[[ Provided data, beginning ]]

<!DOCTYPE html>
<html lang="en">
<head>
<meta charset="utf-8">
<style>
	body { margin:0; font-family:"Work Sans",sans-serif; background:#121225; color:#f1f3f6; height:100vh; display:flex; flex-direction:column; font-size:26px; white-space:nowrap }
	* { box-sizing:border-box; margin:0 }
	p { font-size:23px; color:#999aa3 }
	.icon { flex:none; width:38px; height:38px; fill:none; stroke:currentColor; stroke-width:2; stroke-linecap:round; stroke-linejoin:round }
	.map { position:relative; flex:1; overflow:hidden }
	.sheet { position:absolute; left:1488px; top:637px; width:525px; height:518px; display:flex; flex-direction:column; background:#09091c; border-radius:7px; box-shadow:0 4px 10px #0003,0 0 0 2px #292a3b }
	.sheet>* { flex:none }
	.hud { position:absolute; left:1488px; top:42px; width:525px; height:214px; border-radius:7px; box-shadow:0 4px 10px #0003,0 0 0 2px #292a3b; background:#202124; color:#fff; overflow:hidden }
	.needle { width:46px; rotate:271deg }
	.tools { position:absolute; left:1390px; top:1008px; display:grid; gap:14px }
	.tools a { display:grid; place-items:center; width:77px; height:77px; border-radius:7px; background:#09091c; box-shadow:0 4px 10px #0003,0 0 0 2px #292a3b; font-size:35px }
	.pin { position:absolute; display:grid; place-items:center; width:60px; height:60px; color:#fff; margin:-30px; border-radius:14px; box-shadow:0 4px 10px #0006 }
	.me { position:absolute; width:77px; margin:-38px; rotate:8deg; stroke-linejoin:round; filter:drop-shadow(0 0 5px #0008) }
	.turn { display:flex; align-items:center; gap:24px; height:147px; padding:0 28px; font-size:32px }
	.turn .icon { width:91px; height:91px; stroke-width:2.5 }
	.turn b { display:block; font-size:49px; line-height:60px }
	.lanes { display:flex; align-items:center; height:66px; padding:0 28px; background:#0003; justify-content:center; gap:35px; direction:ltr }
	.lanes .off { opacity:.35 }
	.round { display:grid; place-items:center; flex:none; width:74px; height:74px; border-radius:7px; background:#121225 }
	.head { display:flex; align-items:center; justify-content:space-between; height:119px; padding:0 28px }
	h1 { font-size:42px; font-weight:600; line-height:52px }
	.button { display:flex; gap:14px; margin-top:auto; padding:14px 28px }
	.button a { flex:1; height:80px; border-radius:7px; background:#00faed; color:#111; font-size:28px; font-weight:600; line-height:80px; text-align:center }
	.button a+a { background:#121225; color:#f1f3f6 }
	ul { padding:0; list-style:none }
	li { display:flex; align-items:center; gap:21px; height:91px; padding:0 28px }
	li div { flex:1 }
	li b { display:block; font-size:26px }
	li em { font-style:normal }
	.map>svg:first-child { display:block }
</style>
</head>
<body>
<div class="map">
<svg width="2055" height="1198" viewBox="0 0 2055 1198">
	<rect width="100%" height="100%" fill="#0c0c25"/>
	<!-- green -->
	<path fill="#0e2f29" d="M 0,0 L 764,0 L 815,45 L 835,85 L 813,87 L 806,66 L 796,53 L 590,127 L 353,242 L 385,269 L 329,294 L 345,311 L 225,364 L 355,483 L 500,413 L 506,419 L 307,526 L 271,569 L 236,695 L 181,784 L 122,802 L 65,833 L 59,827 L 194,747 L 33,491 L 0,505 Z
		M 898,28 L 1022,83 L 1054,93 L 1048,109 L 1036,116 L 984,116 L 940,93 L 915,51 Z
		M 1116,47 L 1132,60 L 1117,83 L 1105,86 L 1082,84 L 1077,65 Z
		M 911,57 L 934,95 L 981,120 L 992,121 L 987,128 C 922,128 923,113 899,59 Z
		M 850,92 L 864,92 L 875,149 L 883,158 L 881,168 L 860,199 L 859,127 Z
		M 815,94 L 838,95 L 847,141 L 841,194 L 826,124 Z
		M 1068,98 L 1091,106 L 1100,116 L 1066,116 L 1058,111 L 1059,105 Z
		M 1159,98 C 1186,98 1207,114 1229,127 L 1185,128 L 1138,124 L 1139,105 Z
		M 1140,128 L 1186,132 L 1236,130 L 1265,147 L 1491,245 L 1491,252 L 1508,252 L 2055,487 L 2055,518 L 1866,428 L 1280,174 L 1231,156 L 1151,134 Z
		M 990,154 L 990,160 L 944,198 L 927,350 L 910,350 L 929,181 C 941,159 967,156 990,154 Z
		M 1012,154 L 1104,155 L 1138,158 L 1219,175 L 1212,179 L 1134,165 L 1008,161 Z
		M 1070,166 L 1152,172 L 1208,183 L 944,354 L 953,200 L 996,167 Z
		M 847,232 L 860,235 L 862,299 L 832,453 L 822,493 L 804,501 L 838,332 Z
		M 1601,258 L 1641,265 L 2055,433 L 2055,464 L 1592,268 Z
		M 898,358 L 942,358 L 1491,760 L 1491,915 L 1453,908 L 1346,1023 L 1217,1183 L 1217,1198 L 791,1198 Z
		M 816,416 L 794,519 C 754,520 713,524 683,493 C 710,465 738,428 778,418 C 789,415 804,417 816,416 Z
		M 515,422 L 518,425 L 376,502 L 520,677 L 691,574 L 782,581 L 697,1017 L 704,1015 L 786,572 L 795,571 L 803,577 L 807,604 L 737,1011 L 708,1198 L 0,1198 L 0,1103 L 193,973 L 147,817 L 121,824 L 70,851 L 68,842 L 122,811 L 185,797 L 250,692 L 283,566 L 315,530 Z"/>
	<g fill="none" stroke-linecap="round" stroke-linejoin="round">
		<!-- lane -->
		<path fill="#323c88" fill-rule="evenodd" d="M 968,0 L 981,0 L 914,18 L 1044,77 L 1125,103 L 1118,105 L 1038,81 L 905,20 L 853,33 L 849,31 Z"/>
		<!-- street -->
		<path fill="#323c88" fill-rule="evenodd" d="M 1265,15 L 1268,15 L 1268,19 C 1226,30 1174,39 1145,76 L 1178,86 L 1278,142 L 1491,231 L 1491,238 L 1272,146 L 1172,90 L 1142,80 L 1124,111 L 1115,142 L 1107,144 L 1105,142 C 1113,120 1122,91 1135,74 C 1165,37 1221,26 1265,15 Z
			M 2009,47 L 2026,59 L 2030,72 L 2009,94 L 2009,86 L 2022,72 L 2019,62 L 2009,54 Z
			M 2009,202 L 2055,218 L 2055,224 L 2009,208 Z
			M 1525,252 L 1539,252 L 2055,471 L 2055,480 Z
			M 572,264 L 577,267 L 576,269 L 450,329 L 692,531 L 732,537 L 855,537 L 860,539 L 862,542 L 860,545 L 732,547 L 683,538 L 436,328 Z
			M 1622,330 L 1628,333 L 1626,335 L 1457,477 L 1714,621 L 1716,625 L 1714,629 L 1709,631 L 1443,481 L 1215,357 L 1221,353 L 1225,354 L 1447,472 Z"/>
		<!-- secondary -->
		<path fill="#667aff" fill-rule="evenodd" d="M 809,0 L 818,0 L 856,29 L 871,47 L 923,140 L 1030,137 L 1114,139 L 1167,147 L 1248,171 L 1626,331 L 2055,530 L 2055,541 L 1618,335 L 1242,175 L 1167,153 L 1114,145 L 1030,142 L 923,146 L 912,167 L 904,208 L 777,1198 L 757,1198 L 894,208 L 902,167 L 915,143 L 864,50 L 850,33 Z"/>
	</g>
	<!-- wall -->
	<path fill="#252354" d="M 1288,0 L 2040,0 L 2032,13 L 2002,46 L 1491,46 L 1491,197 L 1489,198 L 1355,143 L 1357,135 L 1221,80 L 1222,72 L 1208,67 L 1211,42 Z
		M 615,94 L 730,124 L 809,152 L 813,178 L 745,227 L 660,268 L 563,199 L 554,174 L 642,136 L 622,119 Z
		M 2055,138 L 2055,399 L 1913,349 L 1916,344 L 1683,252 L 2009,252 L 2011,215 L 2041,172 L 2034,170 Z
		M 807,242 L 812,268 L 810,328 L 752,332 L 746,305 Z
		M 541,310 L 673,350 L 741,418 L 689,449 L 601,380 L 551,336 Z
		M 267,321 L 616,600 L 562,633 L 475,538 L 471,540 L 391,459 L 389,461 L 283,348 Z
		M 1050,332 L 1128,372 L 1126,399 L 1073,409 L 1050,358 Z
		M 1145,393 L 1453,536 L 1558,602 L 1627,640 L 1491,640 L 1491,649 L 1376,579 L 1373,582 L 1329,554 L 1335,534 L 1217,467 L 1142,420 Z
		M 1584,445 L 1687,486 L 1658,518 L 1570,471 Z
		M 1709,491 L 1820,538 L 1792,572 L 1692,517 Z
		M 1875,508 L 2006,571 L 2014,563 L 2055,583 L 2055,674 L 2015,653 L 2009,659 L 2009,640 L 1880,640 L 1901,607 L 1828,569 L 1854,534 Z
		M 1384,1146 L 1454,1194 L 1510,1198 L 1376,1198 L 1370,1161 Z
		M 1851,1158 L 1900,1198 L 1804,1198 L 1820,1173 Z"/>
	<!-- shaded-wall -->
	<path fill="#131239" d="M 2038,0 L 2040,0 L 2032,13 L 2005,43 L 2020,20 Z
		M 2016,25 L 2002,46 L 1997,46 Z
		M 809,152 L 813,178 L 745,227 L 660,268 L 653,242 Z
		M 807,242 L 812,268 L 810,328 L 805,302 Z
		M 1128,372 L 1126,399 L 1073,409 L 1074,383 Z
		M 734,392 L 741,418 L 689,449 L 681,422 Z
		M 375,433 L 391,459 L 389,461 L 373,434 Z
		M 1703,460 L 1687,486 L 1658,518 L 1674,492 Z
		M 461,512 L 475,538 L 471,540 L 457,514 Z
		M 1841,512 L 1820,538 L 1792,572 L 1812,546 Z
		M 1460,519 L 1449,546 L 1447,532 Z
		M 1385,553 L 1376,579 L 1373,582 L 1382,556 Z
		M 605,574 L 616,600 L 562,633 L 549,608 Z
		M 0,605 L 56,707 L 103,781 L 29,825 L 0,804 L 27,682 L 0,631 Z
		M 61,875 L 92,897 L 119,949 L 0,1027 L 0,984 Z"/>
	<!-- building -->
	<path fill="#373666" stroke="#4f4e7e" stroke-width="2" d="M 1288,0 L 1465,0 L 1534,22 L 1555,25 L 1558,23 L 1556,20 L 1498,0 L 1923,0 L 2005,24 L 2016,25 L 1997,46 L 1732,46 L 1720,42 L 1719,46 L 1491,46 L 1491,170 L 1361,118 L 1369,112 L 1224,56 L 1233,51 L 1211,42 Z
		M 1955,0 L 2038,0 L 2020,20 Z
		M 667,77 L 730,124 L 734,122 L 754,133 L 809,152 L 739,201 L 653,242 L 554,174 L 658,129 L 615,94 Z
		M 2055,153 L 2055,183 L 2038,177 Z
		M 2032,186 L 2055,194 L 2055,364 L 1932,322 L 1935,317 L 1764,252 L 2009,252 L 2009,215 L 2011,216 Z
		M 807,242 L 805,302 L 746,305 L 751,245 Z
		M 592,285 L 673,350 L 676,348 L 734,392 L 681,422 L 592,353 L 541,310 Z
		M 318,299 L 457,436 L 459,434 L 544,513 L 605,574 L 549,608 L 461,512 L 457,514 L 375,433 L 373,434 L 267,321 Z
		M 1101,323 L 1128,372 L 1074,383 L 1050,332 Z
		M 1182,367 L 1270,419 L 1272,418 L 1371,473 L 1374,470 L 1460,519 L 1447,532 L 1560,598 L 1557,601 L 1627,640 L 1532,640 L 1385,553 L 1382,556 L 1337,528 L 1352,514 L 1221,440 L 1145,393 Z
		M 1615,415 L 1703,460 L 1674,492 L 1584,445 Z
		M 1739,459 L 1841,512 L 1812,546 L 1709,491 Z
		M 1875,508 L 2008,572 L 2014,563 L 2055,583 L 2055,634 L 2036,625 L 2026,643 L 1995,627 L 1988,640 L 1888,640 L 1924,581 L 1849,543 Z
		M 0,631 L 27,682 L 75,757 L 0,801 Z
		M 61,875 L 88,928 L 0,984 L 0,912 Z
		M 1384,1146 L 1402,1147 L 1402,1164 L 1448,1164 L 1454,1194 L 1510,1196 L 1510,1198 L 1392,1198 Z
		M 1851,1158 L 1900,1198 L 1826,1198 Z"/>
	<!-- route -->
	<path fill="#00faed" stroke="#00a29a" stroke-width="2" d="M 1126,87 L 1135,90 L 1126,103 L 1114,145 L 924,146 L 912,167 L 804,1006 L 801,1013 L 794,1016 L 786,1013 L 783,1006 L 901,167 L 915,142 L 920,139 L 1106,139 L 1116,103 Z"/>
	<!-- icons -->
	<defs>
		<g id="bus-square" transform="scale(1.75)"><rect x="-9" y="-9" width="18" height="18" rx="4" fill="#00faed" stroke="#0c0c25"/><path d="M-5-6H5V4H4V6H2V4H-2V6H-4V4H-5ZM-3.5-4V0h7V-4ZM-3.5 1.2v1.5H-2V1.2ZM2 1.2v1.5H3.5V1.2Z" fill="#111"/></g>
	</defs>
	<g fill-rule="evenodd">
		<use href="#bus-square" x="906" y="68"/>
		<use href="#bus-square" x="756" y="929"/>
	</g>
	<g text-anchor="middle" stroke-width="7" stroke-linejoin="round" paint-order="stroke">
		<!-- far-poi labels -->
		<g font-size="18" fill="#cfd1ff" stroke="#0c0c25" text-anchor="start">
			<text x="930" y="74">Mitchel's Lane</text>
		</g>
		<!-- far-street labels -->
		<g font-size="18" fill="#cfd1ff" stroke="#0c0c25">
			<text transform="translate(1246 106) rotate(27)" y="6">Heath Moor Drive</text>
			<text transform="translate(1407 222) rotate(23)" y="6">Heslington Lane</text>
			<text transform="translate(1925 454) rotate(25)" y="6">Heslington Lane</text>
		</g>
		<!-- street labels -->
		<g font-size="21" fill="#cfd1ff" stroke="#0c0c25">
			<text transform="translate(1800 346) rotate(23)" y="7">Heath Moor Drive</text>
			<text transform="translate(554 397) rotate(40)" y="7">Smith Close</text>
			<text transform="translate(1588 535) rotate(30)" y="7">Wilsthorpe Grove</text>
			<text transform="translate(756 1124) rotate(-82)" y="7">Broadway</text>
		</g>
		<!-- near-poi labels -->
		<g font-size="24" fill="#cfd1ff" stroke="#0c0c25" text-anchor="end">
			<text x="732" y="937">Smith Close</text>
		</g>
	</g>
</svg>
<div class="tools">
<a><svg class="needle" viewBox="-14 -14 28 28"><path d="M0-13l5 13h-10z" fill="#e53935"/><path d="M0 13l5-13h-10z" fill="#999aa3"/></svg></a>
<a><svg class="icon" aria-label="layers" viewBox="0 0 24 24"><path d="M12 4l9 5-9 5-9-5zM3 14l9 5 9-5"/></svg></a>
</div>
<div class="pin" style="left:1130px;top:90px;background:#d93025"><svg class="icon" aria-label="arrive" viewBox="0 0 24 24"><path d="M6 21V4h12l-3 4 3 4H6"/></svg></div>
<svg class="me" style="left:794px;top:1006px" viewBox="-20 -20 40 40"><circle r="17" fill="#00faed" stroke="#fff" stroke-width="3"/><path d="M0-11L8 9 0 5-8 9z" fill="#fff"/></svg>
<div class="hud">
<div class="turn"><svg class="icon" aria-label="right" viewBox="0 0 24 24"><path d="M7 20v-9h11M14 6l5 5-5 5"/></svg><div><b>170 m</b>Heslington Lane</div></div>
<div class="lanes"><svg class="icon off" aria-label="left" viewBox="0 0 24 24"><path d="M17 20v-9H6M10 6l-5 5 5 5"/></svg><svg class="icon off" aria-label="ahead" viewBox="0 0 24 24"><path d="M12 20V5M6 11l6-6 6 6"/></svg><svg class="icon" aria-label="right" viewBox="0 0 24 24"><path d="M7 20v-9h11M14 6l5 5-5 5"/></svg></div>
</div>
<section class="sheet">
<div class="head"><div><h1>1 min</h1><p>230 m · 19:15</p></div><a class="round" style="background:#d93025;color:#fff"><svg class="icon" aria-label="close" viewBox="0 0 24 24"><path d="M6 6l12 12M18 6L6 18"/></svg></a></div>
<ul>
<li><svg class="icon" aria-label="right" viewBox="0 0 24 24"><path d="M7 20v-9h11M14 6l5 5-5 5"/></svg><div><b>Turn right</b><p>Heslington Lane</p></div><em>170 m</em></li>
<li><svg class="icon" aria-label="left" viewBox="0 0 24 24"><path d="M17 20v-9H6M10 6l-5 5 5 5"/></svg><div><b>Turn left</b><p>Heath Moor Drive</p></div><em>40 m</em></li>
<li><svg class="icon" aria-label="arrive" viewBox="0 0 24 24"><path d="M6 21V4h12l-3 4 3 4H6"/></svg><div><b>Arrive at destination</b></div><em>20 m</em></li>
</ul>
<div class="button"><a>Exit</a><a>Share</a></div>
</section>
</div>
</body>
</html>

[[ Provided data, end ]]

> _Exercise directions_
Filter the records above and copy every line that contains the word "hidden".

> _Response area_
	.map { position:relative; flex:1; overflow:hidden }
	.hud { position:absolute; left:1488px; top:42px; width:525px; height:214px; border-radius:7px; box-shadow:0 4px 10px #0003,0 0 0 2px #292a3b; background:#202124; color:#fff; overflow:hidden }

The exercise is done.